== Segment start ==

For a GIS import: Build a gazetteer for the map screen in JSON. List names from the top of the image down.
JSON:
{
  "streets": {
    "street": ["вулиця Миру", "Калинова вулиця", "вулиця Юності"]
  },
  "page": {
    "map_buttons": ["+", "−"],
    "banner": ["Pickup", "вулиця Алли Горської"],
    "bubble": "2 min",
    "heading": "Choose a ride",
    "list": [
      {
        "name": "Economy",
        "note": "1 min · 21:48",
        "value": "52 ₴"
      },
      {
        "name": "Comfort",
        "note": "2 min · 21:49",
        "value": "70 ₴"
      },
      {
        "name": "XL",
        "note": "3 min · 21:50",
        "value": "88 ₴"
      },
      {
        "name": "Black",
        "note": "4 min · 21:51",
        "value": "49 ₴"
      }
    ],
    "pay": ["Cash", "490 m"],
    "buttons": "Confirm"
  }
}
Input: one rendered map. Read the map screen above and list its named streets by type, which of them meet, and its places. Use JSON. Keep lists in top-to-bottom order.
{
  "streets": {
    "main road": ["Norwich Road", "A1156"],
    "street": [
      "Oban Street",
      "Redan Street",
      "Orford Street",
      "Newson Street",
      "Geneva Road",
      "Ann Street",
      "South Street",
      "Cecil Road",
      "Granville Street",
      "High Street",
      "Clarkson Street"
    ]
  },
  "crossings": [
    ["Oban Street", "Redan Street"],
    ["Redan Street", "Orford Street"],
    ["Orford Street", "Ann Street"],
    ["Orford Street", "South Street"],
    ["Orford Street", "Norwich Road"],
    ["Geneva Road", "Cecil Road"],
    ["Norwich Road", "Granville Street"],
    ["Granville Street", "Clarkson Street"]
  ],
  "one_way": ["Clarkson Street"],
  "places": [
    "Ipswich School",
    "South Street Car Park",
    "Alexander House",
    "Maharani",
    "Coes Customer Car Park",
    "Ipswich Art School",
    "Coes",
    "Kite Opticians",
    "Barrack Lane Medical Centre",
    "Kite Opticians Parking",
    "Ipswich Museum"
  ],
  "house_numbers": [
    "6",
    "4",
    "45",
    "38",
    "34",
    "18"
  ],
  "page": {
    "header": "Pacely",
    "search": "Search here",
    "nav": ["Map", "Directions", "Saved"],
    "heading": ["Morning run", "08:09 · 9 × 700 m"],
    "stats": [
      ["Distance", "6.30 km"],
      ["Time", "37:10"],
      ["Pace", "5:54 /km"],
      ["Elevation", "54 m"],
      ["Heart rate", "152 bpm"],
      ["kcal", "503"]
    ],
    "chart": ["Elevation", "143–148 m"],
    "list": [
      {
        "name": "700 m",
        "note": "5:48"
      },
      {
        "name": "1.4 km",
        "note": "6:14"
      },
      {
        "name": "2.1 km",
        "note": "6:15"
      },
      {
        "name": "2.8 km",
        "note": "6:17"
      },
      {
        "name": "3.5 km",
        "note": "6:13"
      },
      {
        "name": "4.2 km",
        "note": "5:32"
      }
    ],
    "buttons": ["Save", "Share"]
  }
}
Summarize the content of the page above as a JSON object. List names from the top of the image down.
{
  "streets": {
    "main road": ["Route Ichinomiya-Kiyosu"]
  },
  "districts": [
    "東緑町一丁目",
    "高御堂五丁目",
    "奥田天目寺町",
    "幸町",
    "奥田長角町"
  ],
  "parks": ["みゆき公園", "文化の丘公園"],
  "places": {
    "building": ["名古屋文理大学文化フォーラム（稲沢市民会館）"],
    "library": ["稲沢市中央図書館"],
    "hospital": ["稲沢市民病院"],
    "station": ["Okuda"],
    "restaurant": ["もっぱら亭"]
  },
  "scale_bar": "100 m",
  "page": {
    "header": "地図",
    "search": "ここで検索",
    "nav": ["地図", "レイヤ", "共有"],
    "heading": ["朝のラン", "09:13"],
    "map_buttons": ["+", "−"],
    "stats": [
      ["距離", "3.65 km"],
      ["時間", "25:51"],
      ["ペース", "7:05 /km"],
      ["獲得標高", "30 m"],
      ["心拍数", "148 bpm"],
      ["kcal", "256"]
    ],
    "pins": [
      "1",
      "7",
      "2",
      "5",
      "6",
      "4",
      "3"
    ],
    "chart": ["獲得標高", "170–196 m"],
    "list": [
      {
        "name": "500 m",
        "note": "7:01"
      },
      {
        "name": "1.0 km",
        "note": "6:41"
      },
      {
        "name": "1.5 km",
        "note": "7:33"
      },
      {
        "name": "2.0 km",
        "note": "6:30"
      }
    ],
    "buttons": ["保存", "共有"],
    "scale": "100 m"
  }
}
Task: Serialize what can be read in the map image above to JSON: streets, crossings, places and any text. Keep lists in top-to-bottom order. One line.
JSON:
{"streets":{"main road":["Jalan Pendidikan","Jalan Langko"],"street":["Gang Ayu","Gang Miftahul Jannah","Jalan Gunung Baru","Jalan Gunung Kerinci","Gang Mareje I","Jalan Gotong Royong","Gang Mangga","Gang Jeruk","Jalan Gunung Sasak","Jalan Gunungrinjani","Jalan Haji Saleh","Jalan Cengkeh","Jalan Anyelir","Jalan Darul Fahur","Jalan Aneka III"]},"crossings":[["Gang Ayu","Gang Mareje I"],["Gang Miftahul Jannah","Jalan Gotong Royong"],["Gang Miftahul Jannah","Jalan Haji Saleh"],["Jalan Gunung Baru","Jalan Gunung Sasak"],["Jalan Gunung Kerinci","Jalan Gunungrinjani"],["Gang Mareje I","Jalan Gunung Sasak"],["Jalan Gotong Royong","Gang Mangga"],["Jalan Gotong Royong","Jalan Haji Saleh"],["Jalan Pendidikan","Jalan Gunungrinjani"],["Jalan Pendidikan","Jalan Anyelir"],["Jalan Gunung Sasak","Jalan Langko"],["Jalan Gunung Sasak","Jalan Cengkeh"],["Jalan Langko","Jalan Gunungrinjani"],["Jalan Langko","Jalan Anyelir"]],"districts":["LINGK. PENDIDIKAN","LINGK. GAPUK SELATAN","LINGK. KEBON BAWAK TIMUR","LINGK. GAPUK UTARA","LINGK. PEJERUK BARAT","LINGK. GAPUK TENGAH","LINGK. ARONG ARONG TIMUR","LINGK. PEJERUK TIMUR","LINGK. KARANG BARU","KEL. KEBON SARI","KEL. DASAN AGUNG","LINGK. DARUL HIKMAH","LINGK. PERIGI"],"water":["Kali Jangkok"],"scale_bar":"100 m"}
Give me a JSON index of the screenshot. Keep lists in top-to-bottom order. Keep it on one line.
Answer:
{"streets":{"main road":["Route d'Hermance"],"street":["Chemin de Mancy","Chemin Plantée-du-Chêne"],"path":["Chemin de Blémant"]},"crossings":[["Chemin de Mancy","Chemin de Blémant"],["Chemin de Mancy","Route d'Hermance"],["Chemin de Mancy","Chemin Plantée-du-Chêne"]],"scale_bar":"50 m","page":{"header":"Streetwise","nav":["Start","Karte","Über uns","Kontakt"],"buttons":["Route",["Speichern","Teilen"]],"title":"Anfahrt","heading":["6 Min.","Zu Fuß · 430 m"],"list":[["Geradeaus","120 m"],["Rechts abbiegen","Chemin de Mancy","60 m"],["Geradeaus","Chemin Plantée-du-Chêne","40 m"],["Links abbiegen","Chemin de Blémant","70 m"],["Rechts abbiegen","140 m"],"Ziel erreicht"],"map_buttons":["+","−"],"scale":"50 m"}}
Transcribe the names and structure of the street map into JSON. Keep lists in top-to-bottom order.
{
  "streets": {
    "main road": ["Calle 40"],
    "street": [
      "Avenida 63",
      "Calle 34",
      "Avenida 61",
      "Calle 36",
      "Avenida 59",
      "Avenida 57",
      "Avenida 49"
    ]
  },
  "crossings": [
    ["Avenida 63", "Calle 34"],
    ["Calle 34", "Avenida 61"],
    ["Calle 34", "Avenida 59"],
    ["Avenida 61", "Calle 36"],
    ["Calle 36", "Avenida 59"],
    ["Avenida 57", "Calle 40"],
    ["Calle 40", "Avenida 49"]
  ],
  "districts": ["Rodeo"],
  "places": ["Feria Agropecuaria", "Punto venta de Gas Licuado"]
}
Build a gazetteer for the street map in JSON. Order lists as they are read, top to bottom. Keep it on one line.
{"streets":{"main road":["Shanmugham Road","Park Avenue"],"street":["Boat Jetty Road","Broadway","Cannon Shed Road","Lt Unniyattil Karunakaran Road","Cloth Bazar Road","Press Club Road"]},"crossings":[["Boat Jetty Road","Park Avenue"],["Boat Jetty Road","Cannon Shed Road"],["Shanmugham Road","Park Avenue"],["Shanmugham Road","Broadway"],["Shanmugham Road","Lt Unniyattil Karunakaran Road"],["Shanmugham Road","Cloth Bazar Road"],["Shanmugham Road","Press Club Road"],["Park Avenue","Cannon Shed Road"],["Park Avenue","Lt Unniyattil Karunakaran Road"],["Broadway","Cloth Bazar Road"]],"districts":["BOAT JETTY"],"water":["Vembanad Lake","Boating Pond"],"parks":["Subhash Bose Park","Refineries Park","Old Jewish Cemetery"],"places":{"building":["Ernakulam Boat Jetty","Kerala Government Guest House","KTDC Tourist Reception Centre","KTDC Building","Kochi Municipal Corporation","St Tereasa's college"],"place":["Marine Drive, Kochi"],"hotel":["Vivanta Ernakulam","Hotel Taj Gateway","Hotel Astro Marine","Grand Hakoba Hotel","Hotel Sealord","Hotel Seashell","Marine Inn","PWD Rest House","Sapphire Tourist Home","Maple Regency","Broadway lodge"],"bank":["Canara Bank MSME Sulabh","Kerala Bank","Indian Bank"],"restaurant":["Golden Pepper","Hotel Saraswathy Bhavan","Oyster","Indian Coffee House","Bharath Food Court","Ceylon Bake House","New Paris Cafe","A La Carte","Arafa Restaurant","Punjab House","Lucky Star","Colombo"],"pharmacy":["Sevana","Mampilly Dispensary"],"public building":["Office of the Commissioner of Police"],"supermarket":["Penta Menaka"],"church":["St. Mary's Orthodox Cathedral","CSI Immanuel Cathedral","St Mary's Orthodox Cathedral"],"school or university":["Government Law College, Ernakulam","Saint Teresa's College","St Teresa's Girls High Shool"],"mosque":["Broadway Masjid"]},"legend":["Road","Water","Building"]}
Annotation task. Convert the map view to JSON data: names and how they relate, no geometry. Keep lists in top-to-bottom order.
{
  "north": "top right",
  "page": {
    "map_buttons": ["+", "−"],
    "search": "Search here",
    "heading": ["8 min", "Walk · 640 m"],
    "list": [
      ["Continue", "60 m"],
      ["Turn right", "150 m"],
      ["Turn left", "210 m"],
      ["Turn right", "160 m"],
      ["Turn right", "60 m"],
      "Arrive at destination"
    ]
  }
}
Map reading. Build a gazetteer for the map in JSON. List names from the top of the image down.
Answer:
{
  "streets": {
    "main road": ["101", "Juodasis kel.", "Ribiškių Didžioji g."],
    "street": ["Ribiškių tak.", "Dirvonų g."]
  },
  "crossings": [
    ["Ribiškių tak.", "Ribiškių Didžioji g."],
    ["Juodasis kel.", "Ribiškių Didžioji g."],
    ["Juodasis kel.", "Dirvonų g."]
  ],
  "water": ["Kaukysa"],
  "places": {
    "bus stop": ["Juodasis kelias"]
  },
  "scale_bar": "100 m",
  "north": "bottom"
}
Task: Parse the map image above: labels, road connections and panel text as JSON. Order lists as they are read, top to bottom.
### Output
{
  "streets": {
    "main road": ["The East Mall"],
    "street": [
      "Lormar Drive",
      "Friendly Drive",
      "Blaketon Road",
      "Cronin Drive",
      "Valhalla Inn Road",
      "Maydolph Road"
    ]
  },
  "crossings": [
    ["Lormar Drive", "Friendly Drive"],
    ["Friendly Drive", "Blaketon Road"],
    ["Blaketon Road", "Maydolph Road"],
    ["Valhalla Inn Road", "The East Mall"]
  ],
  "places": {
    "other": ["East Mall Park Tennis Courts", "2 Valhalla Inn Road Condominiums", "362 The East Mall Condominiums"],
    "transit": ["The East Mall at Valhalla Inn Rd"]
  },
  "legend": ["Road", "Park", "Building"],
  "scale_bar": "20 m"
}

== Segment end ==

* **To do**
From the listing, copy each line containing the word "right".

* **Finished exercise**
  "north": "top right",
      ["Turn right", "150 m"],
      ["Turn right", "160 m"],
      ["Turn right", "60 m"],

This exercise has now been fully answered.